As you look over the data below, please find each line where the word "Canal" appears, then copy it.

Records provided »
----------------------------------------

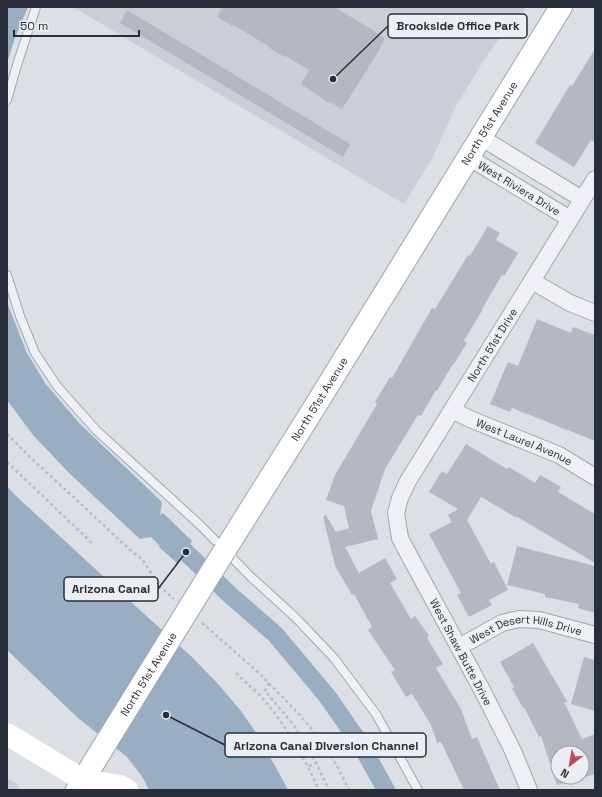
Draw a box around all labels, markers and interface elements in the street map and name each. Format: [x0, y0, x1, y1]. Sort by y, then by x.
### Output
scale bar [14, 12, 139, 38]
callout: Brookside Office Park [388, 14, 527, 38]
text: 50 m [20, 18, 48, 34]
text: Brookside Office Park [396, 18, 520, 34]
street label: North 51st Avenue [458, 79, 521, 168]
street label: West Riviera Drive [476, 158, 563, 219]
street label: North 51st Drive [464, 306, 520, 384]
street label: North 51st Avenue [288, 354, 351, 444]
street label: West Laurel Avenue [474, 415, 575, 469]
callout: Arizona Canal [64, 577, 158, 601]
text: Arizona Canal [72, 581, 150, 597]
street label: West Shaw Butte Drive [427, 596, 495, 708]
street label: West Desert Hills Drive [467, 612, 584, 647]
street label: North 51st Avenue [117, 629, 180, 719]
callout: Arizona Canal Diversion Channel [225, 733, 426, 757]
text: Arizona Canal Diversion Channel [234, 738, 418, 754]
north arrow [550, 745, 590, 785]
text: N [558, 766, 572, 781]

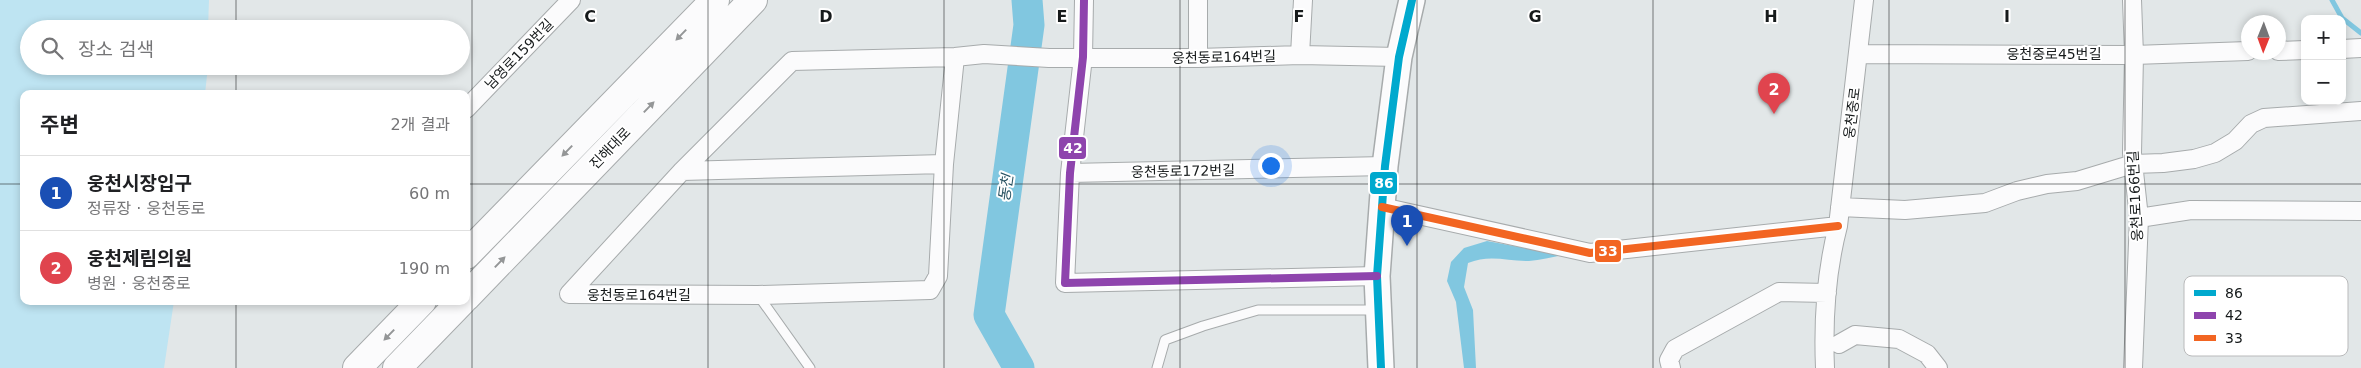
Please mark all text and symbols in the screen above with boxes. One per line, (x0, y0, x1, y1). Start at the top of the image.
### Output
text: C (584, 7, 596, 26)
text: D (819, 7, 833, 26)
text: E (1057, 7, 1067, 26)
text: F (1294, 7, 1304, 26)
text: G (1528, 7, 1542, 26)
text: H (1764, 7, 1778, 26)
text: I (2004, 7, 2010, 26)
north arrow (2241, 15, 2286, 60)
map controls (2301, 15, 2346, 105)
button: + (2301, 15, 2346, 60)
street label: 남영로159번길 (482, 16, 556, 92)
search box (20, 20, 470, 75)
one-way arrow (675, 29, 687, 41)
icon: search (38, 34, 66, 62)
text: 장소 검색 (78, 38, 154, 60)
street label: 웅천중로45번길 (2006, 46, 2102, 62)
street label: 웅천동로164번길 (1172, 48, 1276, 66)
button: − (2301, 60, 2346, 105)
pin: 2 (1758, 73, 1790, 114)
street label: 웅천중로 (1841, 86, 1863, 140)
one-way arrow (643, 101, 655, 113)
text: 주변 (40, 113, 79, 137)
text: 2개 결과 (391, 115, 450, 134)
street label: 진해대로 (586, 124, 634, 172)
line badge: 42 (1058, 136, 1087, 160)
text: 42 (1063, 140, 1083, 156)
one-way arrow (562, 145, 574, 157)
street label: 웅천로166번길 (2125, 150, 2145, 242)
your location (1258, 153, 1284, 179)
street label: 웅천동로172번길 (1131, 162, 1235, 180)
water label: 동천 (995, 171, 1017, 203)
line badge: 86 (1369, 171, 1398, 195)
text: 웅천시장입구 (87, 172, 192, 194)
text: 86 (1374, 175, 1394, 191)
text: 1 (50, 184, 62, 203)
text: 60 m (409, 184, 450, 203)
text: 정류장 · 웅천동로 (87, 199, 205, 218)
pin: 1 (1391, 205, 1423, 246)
line badge: 33 (1594, 239, 1622, 263)
text: 33 (1598, 243, 1618, 259)
text: 웅천제림의원 (87, 247, 192, 269)
one-way arrow (494, 256, 506, 268)
text: 2 (50, 259, 62, 278)
text: 190 m (399, 259, 450, 278)
text: 병원 · 웅천중로 (87, 274, 191, 293)
legend (2184, 276, 2348, 356)
text: 86 (2225, 285, 2243, 301)
street label: 웅천동로164번길 (587, 287, 691, 303)
text: 42 (2225, 307, 2243, 323)
one-way arrow (383, 328, 395, 340)
text: 33 (2225, 330, 2243, 346)

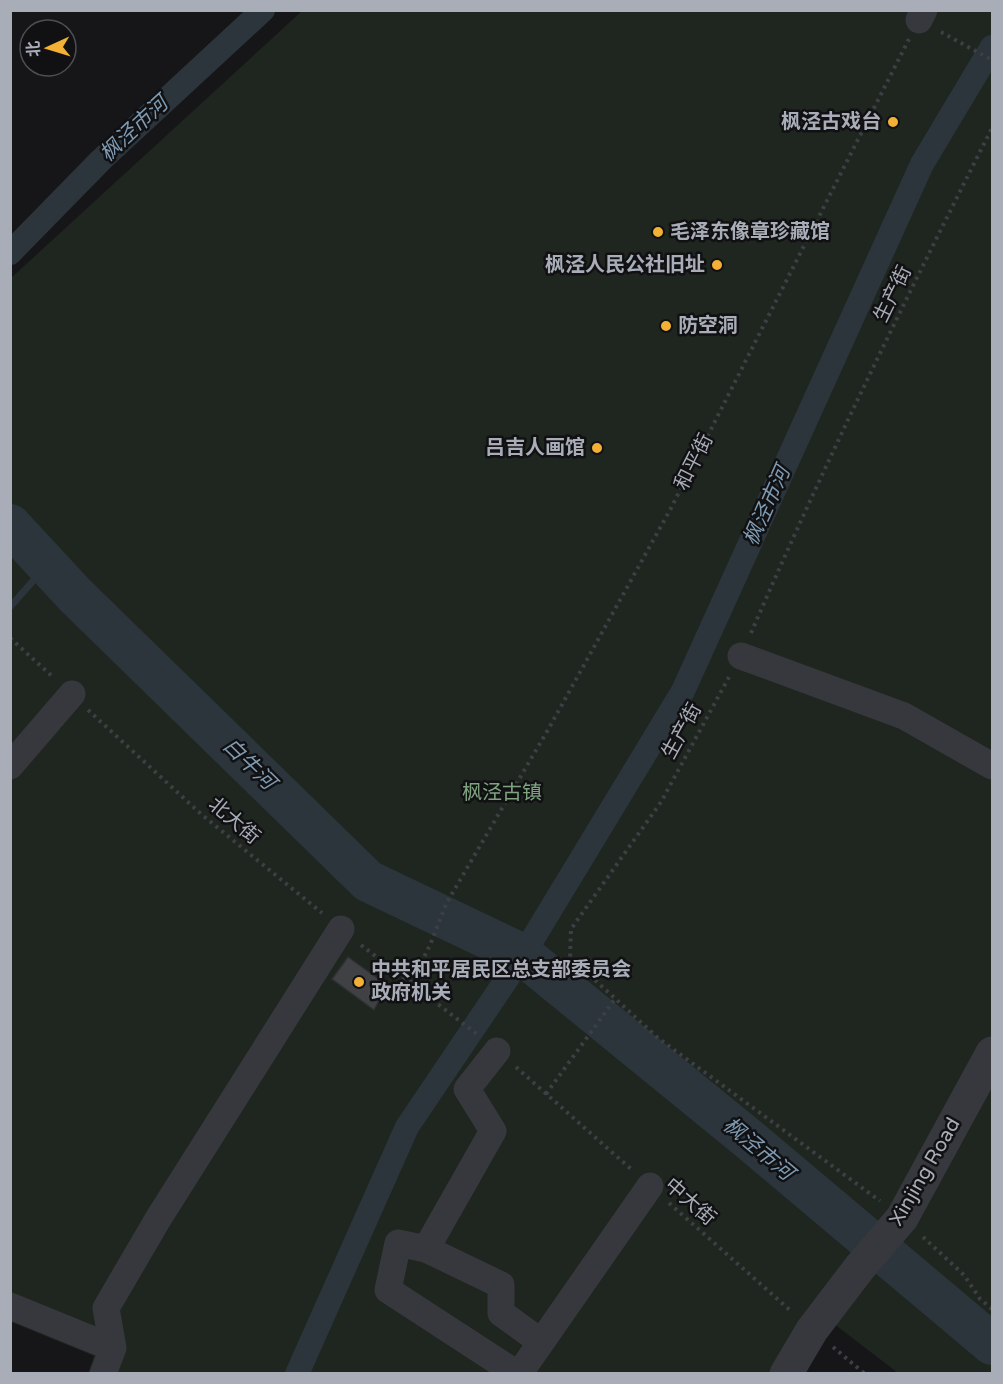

----------------------------------------

Answer for the task »
callout: Arizona Canal [64, 577, 158, 601]
text: Arizona Canal [72, 581, 150, 597]
callout: Arizona Canal Diversion Channel [225, 733, 426, 757]
text: Arizona Canal Diversion Channel [234, 738, 418, 754]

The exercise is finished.